Anche nella nostra vita siamo spesso chiamati a compiere questo esodo, questo passaggio: quando è necessario uscire da una situazione di sfiducia, di rabbia, di impotenza, per ritrovare la speranza oppure quando abbiamo bisogno di cambiare certe nostre convinzioni, di cambiare mentalità. È un cammino difficile, molto spesso avvolto nella nebbia, nel quale però occorre avere sempre fiducia che Gesù cammina con noi e ci guida verso una gioia rinnovata.
In questi giorni, la parola ‘esodo‘ è, purtroppo, tragicamente legata all’esodo di tante persone che, lasciando la loro terra, partono verso l’ignoto, alla ricerca di una situazione di vita migliore e lo fanno rischiando la vita. Non possiamo restare indifferenti di fronte al coraggio di quanti arrivano nel nostro paese e al dolore dei tanti che vedono i loro sogni naufragare nel fondo del mare.
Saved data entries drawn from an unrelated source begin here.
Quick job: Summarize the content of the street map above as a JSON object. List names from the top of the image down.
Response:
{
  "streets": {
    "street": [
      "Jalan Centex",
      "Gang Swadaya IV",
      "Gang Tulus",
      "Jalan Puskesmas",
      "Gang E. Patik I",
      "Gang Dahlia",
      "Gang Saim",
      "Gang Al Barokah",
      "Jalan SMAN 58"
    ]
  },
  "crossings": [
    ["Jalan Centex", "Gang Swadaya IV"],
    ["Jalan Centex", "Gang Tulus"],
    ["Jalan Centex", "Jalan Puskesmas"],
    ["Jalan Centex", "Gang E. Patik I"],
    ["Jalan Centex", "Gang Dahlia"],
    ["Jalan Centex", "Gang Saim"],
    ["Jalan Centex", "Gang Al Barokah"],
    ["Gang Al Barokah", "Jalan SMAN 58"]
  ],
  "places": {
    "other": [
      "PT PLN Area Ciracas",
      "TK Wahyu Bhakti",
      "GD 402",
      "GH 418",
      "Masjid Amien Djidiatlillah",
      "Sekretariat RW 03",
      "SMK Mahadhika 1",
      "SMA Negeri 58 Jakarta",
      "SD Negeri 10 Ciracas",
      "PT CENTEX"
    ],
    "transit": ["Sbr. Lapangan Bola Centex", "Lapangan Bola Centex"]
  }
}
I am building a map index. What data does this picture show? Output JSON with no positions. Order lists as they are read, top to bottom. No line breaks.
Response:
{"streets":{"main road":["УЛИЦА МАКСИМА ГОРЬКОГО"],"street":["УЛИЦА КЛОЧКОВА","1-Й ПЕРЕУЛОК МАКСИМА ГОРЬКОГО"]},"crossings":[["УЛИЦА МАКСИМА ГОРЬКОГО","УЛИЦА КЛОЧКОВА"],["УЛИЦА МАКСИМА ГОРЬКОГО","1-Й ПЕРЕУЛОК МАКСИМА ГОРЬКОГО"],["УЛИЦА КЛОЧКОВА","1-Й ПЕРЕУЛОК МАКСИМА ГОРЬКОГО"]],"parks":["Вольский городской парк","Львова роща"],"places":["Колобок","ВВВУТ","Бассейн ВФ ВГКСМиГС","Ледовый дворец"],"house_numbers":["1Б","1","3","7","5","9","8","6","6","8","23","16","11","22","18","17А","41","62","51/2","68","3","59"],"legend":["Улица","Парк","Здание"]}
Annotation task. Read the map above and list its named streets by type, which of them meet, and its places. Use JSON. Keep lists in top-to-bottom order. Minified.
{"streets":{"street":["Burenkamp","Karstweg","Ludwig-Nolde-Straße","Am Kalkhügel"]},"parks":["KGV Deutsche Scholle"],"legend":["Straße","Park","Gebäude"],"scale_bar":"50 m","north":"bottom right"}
Ma in questo tempo d’estate, la parola ‘esodo‘ è anche legata alle ferie di agosto, quando, chi può, si sposta in un’altra località, per qualche giorno o anche solo per poche ore, per trascorrere le vacanze. Spesso, però, andare in vacanza diventa sinonimo, non di riposo, ma di maggiore stress: ci sono persone che tornano dalle vacanze più stanche di quando sono partite.
Gesù, ascoltando i discepoli di ritorno dalla loro missione, ci insegna che andare in vacanza significa riposare e stare insieme alle persone care e raccontarsi storie belle e positive, raccontare della fatica fatta per portare avanti bene la propria vita, la propria storia e la propria famiglia.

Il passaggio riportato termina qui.